Java DOM Parser – Overview
The Document Object Model is an official recommendation of the World Wide Web Consortium (W3C). It defines an interface that enables programs to access and update the style, structure,and contents of XML documents. XML parsers that support the DOM implement that interface.
When to use?
You should use a DOM parser when:
- You need to know a lot about the structure of a document
- You need to move parts of the document around (you might want to sort certain elements, for example)
- You need to use the information in the document more than once
What you get?
When you parse an XML document with a DOM parser, you get back a tree structure that contains all of the elements of your document. The DOM provides a variety of functions you can use to examine the contents and structure of the document.

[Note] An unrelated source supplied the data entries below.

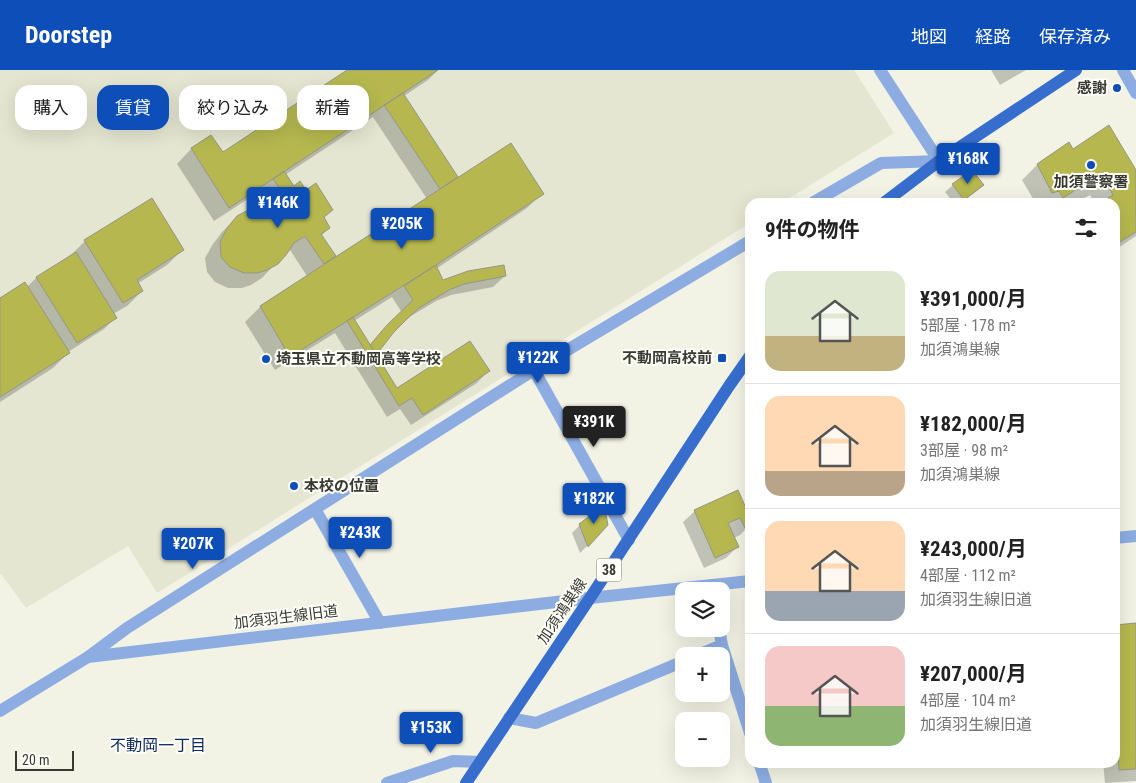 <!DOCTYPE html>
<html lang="ja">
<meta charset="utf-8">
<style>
:root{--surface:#fff;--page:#f6f6f6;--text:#222;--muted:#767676;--line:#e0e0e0;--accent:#0d4eb9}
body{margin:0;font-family:"Roboto Condensed","Noto Sans JP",sans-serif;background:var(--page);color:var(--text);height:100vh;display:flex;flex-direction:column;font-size:19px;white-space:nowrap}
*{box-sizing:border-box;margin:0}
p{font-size:16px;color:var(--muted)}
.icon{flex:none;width:28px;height:28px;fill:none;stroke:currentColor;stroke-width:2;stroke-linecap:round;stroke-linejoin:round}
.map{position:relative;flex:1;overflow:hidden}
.side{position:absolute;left:745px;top:128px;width:375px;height:570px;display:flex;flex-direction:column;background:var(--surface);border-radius:15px;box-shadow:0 5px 20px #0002}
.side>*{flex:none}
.hud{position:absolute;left:15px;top:15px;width:475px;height:45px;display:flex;gap:10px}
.buttons{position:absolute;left:675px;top:512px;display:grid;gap:10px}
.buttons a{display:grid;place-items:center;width:55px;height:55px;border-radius:10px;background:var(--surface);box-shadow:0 5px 20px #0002;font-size:25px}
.scale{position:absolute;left:15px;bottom:12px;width:59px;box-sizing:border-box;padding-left:5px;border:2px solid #383933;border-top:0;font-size:14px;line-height:18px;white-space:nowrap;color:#383933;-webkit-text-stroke:4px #fffff9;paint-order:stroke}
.price{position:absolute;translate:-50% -42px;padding:0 11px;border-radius:5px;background:var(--accent);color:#fff;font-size:16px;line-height:32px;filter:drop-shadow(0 1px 2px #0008)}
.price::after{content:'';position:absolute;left:50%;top:30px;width:15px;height:11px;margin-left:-8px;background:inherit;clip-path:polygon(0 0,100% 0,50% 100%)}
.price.active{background:#222;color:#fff}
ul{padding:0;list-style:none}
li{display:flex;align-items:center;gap:15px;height:125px;padding:0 20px}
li+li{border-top:1px solid var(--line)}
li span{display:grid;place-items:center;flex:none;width:140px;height:100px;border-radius:15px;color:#555}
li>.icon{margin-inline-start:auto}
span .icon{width:60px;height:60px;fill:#fffc;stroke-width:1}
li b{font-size:21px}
h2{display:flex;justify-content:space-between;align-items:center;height:60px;padding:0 20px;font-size:21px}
.chip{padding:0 18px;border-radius:15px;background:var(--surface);box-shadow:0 5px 20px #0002;font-size:18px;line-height:45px}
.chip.active{background:var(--accent);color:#fff}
header{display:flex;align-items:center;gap:30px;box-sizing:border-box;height:70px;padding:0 25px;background:var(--accent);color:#fff}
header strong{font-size:24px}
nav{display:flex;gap:28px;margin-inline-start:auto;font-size:18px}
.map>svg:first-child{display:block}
.built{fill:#e4e6d1}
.shadow{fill:#0003;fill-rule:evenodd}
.building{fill:#b6b84f;stroke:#949588}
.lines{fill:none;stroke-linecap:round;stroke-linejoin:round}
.minor{stroke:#8dade2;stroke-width:12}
.tertiary{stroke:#8dade2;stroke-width:12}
.primary{stroke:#376ece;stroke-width:12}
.poi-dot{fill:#0d4eb9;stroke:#fffff9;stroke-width:2}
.labels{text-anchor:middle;stroke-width:4;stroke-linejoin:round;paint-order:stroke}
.shield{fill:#fffff9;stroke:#74746e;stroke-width:1}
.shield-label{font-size:14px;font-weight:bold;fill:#383933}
.poi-label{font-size:15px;font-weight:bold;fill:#383933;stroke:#fffff9;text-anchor:end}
.street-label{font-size:15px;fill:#383933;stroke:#fffff9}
.neighbourhood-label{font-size:16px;fill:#0a285c;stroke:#fffff9}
</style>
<header>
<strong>Doorstep</strong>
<nav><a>地図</a><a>経路</a><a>保存済み</a></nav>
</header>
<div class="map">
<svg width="1136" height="713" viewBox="0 0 1136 713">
<rect width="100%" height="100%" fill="#f2f3e4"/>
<!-- built -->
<path class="built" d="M0 0H854L894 63 783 132H750V153L157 523 128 476 26 538 1 504H0Z"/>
<!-- shadow -->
<path class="shadow" d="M349 0H438L428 10 404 26 456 107 452 111 542 123 527 138 436 199 443 212 505 206 493 217 451 225 436 231 406 249 392 263 375 284 396 320 488 301 477 313 411 355 400 339 387 347 335 263 275 300 245 252 260 237 307 206 290 180 286 182 262 208 251 215 242 218H228L215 212 207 202 205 188 213 174 222 162 238 147 267 136 257 123 214 151 177 94 191 79 211 66 222 84ZM373 47 427 129 336 188 321 166 329 158 323 148 331 140 306 122 294 118 285 105ZM392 227 402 243 369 276 354 251ZM365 278 374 294 372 295 363 280Z
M991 0H1026L1000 15Z
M1068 74 1073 81 1136 103V166L1115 180V132H1094L1090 125 1077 132H1073L1070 128 1063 132H1035L1022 110 1037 95Z
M953 115H982L974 123 961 132H953L945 122Z
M85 171 182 180 167 195 137 214 142 221 127 236 113 244 115 248 104 259 68 282V283L53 298 0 332V229L27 217 36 208 71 187 70 186Z
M737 422 750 450V455L740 465 734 468 737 477 726 488 704 498 683 452 695 441Z
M607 454 587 476 580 483 572 463 580 455Z
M1136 554V711L1105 713 1103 692H1115V556Z
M750 605V619L746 609Z"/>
<!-- building -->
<path class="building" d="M347 0H438L229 138 191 78 211 65 223 82Z
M403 23 458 107 440 119 384 35Z
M1109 55 1136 100V162L1115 175V132H1101L1113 125 1105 111 1090 120 1085 114 1063 128 1059 121 1052 123 1037 94 1069 72 1073 79Z
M511 73 544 124 436 195 290 287 260 236Z
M972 100 984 115 964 130 952 114Z
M284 101 294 116 300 111 306 120 316 113 333 140 324 147 330 158 321 164 336 186 324 194 305 166 294 173 286 185 278 194 267 200 257 203H244L230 197 221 187 220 172 227 158 237 146 250 139 261 135 273 134 285 126 273 109Z
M152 128 184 180 137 210 143 221 123 233 84 170Z
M76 182 117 248 77 273 36 207Z
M436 195 443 210 468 201 504 195 506 206 464 214 449 220 419 238 407 249 394 262 376 285 370 275 387 255 413 230 404 216Z
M25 212 70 283 0 327V228Z
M353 247 397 318 470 271 490 301 423 345 412 328 399 336 347 251Z
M738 420 750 447V455L745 458 740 448 728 453 739 477 715 488 694 440Z
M604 435 608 455 588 477 579 454Z
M1136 553V699L1119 700 1115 636V555Z"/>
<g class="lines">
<!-- minor -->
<path class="minor" d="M880 0 939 91
M814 132 881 93 939 91
M534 300 629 470
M315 439 380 553
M719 559 722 575 750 663
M695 586 722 575
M88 587 127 558 534 300 750 171
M509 648 536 653 684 591
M759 692 766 713
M387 713 453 691 480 692"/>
<!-- tertiary -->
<path class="tertiary" d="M1123 0 1136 23
M1115 468 1136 466
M0 641 88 587 590 528 750 511"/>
<!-- primary -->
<path class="primary" d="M885 132 939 91 1076 0
M466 713 590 528 729 316 750 286"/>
</g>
<!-- markers -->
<g class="poi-dot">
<circle cx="1117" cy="18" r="5"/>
<circle cx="1091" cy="95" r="5"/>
<rect x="717" y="283" width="10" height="10" rx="2.5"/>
<circle cx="266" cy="289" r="5"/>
<circle cx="294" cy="416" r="5"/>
</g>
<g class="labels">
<!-- shield labels -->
<rect class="shield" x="596.5" y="488.5" width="25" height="23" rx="4"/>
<g class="shield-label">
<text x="609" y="505">38</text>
</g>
<!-- poi labels -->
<g class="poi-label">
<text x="1107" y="23">感謝</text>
<text x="1091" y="117" text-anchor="middle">加須警察署</text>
<text x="712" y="293">不動岡高校前</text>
<text x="276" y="294" text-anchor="start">埼玉県立不動岡高等学校</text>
<text x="304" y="421" text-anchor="start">本校の位置</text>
</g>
<!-- street labels -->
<g class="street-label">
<text transform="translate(562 541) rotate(-56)" y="5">加須鴻巣線</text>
<text transform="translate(286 547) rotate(-7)" y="5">加須羽生線旧道</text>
</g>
<!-- neighbourhood labels -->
<g class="neighbourhood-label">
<text x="158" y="681">不動岡一丁目</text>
</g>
</g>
</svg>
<div class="buttons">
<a><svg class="icon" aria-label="layers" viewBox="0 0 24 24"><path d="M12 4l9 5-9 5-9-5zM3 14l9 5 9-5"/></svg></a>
<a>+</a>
<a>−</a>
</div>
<div class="scale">20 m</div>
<b class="price" style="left:968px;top:115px">¥168K</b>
<b class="price" style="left:278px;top:159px">¥146K</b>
<b class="price" style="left:402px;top:180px">¥205K</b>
<b class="price" style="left:538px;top:314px">¥122K</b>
<b class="price active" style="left:594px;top:378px">¥391K</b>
<b class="price" style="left:594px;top:455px">¥182K</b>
<b class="price" style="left:360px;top:489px">¥243K</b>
<b class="price" style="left:193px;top:500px">¥207K</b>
<b class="price" style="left:431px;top:684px">¥153K</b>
<div class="hud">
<a class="chip">購入</a>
<a class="chip active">賃貸</a>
<a class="chip">絞り込み</a>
<a class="chip">新着</a>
</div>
<section class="side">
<h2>9件の物件<svg class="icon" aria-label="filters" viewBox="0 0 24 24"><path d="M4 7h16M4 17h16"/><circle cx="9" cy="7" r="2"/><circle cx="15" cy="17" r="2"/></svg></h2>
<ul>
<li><span style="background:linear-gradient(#dfe7d0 65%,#c2b280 0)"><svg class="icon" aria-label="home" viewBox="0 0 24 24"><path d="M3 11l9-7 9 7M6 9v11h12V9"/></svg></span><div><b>¥391,000/月</b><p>5部屋 · 178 m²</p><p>加須鴻巣線</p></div></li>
<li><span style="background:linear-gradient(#ffd9b3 75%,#b9a48a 0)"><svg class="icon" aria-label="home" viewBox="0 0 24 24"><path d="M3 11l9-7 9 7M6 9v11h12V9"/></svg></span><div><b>¥182,000/月</b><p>3部屋 · 98 m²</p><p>加須鴻巣線</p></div></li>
<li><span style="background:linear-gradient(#ffd9b3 70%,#9aa5b1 0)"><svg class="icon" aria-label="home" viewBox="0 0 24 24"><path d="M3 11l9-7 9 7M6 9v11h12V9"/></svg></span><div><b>¥243,000/月</b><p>4部屋 · 112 m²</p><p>加須羽生線旧道</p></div></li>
<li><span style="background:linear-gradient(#f6c9c9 60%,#8fb573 0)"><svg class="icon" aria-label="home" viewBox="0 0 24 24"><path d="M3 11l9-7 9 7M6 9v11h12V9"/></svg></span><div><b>¥207,000/月</b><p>4部屋 · 104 m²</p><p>加須羽生線旧道</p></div></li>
</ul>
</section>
</div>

The DOM is a common interface for manipulating document structures. One of its design goals is that Java code written for one DOM-compliant parser should run on any other DOM-compliant parser without changes.
The DOM defines several Java interfaces. Here are the most common interfaces:
- Node – The base datatype of the DOM.
- Element – The vast majority of the objects you’ll deal with are Elements.
- Attr Represents an attribute of an element.
- Text The actual content of an Element or Attr.
- Document Represents the entire XML document. A Document object is often referred to as a DOM tree.
Common DOM methods
When you are working with the DOM, there are several methods you’ll use often:
- Document.getDocumentElement() – Returns the root element of the document.
- Node.getFirstChild() – Returns the first child of a given Node.
- Node.getLastChild() – Returns the last child of a given Node.
- Node.getNextSibling() – These methods return the next sibling of a given Node.
- Node.getPreviousSibling() – These methods return the previous sibling of a given Node.
- Node.getAttribute(attrName) – For a given Node, returns the attribute with the requested name.